Your objective
Provide only the number of lines in the data below that contain the word "numbers".

Collected data

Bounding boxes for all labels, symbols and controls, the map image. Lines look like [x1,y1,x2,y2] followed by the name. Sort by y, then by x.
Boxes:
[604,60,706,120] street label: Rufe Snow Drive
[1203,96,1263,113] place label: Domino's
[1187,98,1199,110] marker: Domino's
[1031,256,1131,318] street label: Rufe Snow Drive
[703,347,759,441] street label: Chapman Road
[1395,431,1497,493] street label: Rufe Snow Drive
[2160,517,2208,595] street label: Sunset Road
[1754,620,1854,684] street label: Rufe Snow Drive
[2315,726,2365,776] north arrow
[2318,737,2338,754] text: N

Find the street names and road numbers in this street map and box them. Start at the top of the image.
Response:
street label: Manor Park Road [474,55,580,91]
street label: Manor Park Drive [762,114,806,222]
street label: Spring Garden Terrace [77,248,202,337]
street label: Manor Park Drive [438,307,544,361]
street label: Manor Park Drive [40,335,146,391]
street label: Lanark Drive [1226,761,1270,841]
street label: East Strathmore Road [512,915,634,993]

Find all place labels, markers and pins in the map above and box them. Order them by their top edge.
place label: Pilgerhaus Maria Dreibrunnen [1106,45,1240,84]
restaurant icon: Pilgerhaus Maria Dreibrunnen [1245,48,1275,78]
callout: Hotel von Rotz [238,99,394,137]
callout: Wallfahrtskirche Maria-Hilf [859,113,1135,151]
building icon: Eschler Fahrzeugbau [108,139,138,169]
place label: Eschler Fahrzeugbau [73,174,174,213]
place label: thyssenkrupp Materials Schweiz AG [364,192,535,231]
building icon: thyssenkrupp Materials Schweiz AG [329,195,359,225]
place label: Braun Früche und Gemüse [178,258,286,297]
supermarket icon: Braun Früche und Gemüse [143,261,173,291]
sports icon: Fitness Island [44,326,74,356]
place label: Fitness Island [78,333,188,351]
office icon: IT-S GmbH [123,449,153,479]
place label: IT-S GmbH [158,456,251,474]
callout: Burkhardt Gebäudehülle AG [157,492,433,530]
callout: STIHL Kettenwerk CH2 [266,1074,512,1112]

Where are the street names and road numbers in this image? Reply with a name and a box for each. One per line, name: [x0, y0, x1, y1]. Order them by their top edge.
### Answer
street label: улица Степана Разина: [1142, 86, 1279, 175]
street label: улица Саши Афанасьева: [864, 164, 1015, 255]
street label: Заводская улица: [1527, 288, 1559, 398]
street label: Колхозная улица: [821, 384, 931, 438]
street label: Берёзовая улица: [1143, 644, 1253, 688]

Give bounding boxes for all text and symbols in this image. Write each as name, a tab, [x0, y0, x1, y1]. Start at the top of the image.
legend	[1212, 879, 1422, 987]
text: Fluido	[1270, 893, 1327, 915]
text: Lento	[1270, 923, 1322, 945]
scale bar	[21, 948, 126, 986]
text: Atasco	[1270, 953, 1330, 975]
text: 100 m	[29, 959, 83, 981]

Response to the exercise
2